- WHAT TO PRODUCE
Your answer should be the lines of the listing that contain the word "fabs".

DATA PROVIDED below:

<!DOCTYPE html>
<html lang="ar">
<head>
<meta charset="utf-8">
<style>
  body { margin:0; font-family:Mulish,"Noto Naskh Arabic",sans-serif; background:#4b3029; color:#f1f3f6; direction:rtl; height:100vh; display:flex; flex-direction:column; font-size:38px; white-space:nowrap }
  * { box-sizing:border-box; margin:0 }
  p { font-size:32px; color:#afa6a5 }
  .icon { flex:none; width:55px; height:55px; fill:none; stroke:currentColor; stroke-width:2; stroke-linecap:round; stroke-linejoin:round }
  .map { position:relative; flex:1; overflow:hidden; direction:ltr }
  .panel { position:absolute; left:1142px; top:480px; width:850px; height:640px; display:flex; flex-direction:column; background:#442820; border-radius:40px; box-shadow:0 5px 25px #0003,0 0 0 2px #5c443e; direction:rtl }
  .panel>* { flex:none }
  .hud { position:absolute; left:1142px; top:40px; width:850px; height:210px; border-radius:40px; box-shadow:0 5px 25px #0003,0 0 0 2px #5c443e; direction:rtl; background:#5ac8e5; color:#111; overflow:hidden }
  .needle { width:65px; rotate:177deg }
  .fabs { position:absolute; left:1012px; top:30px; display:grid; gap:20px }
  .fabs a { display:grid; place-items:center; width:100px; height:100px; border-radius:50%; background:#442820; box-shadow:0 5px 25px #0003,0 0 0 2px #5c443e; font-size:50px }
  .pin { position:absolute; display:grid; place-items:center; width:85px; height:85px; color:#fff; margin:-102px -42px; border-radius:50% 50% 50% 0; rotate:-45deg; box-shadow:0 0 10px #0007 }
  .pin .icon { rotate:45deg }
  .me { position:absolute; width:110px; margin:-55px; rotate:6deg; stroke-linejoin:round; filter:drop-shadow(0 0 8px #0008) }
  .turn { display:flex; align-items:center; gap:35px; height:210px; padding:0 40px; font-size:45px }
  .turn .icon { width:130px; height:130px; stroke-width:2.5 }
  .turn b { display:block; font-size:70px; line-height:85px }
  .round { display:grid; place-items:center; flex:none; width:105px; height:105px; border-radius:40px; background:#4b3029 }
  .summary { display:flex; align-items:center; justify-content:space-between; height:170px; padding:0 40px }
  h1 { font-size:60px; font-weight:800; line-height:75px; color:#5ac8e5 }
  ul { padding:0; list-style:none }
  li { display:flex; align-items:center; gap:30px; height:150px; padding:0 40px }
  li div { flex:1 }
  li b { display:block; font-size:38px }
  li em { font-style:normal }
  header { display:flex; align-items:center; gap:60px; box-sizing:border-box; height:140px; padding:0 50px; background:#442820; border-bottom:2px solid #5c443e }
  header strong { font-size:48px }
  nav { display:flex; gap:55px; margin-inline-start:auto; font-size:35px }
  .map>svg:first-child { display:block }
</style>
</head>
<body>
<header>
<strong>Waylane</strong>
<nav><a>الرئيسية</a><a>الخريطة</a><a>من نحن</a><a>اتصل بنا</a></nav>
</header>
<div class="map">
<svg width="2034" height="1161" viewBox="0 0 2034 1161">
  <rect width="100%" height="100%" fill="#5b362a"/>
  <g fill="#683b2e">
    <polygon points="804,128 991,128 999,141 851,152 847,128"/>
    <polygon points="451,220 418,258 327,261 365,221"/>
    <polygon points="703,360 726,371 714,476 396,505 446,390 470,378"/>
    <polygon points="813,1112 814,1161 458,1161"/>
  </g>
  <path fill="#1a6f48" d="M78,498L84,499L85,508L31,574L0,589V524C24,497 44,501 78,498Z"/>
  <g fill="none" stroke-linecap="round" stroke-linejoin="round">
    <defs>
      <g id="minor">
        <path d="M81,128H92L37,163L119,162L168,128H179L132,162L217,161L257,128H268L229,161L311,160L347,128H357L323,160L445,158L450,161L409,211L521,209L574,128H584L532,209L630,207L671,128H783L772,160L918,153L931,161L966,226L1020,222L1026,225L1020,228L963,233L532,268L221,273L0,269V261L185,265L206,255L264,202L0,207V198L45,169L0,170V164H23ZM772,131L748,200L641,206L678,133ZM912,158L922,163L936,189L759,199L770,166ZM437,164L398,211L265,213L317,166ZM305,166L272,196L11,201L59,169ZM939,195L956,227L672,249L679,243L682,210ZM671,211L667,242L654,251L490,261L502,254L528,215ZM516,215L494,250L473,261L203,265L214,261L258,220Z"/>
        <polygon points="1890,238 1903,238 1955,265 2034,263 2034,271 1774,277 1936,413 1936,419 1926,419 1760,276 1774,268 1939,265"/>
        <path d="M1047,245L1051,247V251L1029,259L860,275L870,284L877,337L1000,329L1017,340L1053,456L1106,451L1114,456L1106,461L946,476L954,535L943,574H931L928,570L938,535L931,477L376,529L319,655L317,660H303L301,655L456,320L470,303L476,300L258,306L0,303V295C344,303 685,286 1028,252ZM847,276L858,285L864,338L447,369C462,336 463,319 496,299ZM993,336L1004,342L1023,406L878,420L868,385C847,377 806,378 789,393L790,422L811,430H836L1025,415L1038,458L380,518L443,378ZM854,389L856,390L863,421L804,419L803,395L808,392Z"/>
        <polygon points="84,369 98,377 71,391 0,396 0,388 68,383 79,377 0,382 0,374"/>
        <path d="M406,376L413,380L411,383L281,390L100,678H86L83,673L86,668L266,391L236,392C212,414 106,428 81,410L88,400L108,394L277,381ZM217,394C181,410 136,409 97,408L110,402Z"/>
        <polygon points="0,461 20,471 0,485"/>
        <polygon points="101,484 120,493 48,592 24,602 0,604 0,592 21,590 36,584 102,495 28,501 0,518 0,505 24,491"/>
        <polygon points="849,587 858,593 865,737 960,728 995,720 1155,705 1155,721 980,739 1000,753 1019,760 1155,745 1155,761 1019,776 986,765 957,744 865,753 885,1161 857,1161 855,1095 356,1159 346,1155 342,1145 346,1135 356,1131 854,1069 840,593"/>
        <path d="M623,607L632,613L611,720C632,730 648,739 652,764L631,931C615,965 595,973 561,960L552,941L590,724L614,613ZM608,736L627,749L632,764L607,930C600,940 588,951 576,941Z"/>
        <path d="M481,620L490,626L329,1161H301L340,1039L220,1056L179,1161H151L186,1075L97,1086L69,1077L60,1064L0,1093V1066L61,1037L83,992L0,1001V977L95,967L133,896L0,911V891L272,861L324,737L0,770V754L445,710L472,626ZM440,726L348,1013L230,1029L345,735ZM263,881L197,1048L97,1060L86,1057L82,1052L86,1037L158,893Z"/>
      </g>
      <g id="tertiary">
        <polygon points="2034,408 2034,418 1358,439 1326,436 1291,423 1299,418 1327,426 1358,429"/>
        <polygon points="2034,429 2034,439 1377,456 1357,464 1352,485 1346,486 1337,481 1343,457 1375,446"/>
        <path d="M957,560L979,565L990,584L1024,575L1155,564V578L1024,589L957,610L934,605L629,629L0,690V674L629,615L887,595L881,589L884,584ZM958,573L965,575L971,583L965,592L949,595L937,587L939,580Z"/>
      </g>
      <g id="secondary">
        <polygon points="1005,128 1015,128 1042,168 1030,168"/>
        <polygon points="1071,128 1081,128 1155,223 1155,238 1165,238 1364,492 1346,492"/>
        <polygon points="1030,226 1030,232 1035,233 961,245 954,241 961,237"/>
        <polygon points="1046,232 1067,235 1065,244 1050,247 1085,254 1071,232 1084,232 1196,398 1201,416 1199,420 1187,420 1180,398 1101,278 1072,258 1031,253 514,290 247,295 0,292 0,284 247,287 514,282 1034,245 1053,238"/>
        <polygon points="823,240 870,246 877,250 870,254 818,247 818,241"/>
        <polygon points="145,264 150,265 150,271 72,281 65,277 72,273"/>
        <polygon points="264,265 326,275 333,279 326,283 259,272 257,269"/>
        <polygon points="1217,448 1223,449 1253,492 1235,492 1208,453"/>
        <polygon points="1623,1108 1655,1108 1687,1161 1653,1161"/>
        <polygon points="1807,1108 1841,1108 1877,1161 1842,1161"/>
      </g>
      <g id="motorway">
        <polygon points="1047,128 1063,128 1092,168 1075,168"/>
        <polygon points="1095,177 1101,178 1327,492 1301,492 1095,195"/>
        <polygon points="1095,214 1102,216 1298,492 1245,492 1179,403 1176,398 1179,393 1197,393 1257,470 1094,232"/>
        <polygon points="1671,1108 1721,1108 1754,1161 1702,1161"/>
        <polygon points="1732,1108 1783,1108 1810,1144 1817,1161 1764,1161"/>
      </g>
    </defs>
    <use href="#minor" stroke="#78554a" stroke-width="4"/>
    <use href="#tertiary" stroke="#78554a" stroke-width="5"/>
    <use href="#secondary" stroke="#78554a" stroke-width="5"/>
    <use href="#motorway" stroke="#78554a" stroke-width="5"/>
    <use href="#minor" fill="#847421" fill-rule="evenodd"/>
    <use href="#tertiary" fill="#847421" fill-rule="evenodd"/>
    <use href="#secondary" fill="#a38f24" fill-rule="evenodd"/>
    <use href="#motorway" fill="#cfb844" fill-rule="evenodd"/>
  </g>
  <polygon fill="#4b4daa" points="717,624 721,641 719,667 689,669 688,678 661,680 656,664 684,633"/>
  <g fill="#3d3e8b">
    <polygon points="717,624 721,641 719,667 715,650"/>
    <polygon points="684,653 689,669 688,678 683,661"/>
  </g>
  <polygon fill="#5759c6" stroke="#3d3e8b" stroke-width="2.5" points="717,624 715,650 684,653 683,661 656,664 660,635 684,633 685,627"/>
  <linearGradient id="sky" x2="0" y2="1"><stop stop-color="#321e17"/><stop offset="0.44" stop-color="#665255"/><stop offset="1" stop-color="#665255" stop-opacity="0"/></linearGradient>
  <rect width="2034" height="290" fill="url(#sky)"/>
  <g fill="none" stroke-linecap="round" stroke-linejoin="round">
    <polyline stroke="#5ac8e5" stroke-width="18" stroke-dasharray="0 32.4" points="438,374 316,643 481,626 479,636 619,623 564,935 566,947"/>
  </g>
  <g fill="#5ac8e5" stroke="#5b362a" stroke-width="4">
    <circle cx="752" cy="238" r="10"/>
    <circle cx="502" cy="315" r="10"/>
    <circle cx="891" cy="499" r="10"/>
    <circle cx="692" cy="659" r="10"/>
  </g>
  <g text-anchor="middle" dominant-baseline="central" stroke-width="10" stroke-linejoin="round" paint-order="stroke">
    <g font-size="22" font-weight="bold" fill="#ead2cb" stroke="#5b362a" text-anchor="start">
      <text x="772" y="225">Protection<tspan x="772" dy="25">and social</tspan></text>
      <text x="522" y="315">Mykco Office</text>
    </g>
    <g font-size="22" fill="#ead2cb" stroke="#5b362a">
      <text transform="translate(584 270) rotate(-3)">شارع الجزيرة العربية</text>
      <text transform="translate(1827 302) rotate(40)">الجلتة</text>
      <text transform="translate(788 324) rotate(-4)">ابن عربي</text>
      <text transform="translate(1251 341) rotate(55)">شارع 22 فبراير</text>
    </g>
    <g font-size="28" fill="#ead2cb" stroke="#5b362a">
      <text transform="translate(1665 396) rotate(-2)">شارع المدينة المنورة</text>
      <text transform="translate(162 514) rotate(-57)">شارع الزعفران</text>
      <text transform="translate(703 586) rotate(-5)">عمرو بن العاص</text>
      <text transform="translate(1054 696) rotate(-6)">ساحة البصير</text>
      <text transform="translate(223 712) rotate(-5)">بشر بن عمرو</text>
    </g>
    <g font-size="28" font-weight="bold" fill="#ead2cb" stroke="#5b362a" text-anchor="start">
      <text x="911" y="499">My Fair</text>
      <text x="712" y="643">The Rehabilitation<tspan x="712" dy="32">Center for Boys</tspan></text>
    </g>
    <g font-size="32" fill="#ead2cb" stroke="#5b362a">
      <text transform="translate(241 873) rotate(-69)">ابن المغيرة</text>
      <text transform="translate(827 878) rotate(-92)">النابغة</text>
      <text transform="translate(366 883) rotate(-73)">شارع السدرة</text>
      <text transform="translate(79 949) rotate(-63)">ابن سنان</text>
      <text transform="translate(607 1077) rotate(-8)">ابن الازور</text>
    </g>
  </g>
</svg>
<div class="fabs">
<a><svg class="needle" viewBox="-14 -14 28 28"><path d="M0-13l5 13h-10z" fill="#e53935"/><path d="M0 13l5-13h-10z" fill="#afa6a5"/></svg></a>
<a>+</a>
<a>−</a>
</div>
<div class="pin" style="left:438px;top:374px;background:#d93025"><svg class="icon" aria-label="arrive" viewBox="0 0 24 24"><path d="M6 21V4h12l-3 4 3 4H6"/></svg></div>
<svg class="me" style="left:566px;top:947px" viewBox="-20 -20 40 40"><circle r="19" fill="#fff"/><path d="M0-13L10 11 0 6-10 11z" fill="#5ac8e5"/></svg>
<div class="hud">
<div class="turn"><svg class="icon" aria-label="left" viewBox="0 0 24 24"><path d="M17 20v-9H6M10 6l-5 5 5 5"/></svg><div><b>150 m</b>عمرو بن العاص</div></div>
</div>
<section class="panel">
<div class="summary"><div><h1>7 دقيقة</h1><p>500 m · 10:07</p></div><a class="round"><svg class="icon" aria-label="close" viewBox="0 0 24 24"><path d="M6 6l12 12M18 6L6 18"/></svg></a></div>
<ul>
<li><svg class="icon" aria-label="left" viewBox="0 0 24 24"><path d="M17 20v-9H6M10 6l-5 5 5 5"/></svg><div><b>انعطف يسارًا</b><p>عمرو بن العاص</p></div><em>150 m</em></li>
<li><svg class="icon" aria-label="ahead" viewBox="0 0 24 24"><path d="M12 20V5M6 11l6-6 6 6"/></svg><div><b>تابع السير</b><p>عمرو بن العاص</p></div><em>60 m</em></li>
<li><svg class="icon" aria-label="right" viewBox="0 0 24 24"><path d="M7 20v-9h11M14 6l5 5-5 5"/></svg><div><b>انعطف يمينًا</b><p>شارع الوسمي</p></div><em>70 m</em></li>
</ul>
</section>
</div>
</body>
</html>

End of DATA PROVIDED.

- EXERCISE OUTPUT
  .fabs { position:absolute; left:1012px; top:30px; display:grid; gap:20px }
  .fabs a { display:grid; place-items:center; width:100px; height:100px; border-radius:50%; background:#442820; box-shadow:0 5px 25px #0003,0 0 0 2px #5c443e; font-size:50px }
<div class="fabs">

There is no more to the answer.